▶ Work instructions
Filter the listing for lines containing "Berçon".

▶ Listed records
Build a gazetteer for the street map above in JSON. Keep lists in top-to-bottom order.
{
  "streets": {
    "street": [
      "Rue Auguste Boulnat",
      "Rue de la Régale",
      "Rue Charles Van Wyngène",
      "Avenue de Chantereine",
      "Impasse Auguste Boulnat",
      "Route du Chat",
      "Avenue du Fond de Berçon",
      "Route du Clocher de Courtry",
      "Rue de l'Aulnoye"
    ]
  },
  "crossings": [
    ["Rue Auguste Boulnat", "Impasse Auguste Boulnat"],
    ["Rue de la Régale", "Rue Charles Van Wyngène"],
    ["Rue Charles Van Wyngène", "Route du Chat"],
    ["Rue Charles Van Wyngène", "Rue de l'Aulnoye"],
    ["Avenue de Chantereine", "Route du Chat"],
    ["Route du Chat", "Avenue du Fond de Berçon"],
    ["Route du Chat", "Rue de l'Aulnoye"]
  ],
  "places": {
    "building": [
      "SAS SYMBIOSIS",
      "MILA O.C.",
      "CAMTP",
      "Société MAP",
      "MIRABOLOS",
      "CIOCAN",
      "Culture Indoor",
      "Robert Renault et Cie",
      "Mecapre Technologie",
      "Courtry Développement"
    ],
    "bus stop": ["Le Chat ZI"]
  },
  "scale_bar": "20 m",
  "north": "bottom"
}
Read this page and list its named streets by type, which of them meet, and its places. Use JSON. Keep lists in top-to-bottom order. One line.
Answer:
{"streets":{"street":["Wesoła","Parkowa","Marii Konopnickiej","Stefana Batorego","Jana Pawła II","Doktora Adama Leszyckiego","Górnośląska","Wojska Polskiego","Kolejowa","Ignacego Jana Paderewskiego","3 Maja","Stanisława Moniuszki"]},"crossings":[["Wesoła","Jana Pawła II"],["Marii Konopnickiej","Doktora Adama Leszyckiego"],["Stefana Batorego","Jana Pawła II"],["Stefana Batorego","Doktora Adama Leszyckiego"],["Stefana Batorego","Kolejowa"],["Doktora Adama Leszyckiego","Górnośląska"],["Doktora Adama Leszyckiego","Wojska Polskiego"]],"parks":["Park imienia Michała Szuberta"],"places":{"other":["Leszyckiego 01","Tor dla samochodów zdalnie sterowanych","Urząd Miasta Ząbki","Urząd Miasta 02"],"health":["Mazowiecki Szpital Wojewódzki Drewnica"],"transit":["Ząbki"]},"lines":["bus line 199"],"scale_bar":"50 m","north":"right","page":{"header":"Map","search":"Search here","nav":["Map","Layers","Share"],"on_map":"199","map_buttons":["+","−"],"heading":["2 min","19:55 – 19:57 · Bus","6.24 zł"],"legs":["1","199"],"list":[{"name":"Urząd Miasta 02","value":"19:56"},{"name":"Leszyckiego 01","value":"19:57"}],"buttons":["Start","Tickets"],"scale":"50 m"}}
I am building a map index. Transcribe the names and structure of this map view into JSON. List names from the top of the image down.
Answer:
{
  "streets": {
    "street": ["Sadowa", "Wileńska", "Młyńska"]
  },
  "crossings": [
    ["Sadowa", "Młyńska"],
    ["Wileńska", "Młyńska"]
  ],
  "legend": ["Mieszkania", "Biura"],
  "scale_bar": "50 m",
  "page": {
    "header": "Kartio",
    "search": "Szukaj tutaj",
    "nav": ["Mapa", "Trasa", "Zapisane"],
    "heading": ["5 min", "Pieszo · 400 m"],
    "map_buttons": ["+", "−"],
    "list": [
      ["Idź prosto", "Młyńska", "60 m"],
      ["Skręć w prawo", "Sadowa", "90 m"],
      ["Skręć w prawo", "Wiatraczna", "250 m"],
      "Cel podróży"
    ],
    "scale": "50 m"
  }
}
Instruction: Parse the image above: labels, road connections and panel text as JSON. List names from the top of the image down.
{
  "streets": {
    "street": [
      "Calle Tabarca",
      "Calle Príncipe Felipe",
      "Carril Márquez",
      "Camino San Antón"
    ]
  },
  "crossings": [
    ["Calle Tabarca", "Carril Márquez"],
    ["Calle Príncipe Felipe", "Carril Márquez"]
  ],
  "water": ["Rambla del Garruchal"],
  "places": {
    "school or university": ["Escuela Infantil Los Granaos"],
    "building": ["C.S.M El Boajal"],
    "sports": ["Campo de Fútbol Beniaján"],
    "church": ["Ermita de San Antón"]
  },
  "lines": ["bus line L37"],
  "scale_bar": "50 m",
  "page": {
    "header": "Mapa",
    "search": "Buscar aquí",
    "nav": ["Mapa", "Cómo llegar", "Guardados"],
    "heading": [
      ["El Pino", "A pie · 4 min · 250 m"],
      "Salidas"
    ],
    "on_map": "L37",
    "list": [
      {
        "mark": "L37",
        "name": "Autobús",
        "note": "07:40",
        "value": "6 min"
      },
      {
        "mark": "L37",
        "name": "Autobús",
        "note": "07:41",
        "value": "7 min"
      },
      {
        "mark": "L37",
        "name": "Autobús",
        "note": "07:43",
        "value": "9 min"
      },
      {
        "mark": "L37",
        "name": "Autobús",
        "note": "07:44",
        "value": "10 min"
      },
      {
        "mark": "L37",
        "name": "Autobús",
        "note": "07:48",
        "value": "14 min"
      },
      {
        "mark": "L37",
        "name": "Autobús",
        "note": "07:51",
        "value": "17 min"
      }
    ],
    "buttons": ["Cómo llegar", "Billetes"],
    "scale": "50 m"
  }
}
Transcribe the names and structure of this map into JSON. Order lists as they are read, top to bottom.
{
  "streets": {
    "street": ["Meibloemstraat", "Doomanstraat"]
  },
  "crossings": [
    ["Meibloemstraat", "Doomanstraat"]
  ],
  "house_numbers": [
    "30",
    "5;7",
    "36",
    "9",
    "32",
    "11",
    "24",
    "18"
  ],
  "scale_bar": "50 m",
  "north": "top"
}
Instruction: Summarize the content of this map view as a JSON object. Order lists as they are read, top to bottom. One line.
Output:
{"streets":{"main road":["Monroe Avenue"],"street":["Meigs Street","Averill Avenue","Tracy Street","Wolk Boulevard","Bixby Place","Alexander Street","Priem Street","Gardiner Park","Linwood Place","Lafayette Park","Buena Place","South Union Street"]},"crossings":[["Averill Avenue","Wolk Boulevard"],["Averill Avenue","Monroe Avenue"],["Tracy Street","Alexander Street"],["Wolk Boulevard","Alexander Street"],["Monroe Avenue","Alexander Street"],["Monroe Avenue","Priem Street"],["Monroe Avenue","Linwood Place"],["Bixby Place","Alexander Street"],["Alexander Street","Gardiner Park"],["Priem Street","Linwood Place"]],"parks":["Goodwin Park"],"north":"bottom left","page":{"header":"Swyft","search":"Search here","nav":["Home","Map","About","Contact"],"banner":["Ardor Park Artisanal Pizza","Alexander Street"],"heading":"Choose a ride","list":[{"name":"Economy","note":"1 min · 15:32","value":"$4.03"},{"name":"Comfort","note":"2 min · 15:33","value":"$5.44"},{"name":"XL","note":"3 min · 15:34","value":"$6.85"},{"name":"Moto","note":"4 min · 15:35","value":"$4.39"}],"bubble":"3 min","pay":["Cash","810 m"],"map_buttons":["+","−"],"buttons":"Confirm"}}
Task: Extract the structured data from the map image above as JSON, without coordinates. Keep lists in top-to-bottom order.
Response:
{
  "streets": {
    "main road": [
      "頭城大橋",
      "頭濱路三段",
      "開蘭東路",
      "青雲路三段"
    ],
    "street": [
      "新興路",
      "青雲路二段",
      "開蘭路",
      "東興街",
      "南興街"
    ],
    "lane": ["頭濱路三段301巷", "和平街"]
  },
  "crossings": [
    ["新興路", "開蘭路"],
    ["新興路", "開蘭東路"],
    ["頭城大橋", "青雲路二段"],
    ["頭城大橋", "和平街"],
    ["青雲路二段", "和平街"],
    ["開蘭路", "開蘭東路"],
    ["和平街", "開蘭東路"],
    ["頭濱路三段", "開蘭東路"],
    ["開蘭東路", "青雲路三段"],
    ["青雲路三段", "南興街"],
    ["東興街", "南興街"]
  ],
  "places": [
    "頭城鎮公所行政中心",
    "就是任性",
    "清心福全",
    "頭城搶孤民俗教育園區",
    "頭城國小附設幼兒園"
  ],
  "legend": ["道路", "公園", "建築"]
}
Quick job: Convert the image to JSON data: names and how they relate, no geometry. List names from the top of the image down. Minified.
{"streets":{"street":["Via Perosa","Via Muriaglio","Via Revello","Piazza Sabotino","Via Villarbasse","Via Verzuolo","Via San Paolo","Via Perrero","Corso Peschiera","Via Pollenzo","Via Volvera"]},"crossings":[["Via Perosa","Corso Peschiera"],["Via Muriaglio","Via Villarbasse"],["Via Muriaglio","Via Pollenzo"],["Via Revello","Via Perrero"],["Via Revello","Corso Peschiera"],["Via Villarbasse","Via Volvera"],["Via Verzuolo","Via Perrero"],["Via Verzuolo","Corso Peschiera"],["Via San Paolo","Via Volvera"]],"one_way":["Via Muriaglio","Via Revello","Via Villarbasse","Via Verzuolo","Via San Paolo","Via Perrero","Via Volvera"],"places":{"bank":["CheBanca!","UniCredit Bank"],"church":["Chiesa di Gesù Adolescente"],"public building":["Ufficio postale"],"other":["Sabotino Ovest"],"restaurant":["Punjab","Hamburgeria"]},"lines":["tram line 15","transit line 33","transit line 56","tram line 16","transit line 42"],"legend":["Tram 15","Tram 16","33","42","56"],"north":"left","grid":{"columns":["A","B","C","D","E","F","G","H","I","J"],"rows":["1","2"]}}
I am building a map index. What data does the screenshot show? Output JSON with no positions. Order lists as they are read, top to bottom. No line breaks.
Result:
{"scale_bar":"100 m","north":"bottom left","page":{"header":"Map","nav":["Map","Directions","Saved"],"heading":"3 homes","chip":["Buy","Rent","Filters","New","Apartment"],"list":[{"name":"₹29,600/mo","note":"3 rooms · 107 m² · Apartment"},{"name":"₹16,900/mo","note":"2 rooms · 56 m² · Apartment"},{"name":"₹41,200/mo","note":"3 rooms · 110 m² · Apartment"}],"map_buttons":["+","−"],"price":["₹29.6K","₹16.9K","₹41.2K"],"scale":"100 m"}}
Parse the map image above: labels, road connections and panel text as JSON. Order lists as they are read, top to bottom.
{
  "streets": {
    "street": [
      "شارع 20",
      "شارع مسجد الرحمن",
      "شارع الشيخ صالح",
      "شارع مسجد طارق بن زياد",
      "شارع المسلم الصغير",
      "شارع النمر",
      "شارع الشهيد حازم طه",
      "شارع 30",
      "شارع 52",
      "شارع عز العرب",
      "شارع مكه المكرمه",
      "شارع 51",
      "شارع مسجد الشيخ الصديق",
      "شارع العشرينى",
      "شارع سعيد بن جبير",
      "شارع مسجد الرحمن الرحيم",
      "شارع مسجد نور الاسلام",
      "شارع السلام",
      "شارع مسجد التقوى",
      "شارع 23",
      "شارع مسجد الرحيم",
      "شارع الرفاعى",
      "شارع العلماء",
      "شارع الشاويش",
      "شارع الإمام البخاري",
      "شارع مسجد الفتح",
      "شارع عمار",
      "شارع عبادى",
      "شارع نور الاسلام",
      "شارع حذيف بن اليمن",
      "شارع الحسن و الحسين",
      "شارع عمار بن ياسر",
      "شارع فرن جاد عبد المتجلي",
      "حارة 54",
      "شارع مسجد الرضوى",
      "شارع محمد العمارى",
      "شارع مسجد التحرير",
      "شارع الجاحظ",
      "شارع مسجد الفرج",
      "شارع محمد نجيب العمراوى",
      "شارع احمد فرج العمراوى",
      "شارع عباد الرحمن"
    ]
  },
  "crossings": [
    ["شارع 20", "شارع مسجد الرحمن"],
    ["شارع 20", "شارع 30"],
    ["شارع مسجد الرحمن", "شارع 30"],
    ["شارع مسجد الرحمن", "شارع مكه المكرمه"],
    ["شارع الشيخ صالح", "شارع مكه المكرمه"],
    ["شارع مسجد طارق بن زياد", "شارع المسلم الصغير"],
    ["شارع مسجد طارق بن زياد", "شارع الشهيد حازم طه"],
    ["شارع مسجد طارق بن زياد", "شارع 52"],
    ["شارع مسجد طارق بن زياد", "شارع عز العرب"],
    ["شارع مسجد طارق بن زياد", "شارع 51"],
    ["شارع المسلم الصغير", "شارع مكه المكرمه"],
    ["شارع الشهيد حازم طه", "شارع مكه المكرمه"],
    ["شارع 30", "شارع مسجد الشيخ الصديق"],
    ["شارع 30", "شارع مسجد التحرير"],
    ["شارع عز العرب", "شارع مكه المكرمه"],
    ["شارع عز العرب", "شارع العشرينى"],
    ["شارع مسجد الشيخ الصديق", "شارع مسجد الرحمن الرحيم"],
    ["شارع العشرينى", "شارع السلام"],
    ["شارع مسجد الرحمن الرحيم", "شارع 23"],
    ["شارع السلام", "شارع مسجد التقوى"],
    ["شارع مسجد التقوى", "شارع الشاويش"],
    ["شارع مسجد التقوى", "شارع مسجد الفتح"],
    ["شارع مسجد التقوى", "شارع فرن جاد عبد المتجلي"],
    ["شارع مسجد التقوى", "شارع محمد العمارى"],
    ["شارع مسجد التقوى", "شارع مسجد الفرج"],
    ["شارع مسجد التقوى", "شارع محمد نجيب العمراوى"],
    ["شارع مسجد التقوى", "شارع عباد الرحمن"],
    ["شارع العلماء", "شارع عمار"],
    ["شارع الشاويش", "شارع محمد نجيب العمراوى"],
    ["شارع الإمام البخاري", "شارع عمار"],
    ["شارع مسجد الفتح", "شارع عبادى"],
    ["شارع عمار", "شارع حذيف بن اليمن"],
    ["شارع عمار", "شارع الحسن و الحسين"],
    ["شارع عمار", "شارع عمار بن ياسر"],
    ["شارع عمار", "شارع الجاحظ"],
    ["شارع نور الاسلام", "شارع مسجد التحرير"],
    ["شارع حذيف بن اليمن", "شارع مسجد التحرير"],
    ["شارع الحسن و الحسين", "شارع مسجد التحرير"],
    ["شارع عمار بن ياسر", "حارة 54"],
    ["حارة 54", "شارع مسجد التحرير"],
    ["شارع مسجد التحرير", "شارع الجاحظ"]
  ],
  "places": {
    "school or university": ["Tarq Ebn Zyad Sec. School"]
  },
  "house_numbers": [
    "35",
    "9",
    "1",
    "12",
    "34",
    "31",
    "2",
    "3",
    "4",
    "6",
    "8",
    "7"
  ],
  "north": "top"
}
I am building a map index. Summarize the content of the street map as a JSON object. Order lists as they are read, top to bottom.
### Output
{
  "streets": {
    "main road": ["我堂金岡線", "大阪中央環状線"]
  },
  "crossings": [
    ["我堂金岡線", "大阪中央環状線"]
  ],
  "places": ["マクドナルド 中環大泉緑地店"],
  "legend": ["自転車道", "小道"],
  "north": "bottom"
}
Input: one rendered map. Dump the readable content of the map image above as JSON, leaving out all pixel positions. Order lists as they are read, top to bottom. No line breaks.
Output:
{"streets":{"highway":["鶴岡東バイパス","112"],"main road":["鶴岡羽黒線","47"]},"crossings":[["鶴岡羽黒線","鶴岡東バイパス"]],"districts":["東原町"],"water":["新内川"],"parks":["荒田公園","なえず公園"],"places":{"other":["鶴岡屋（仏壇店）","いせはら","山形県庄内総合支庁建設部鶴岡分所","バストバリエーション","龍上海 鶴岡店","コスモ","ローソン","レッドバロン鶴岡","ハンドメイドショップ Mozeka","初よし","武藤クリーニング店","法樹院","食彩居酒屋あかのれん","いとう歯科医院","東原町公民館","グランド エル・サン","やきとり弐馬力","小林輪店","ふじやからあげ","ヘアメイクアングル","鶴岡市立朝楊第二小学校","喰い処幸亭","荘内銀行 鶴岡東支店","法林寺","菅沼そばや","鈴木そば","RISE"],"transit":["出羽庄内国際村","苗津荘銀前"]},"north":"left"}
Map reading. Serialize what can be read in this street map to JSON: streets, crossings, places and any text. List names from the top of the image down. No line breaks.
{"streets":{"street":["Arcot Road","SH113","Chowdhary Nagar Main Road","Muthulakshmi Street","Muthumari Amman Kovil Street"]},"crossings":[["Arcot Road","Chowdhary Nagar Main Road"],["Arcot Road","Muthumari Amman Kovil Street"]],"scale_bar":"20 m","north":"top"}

▶ Reply
      "Avenue du Fond de Berçon",
    ["Route du Chat", "Avenue du Fond de Berçon"],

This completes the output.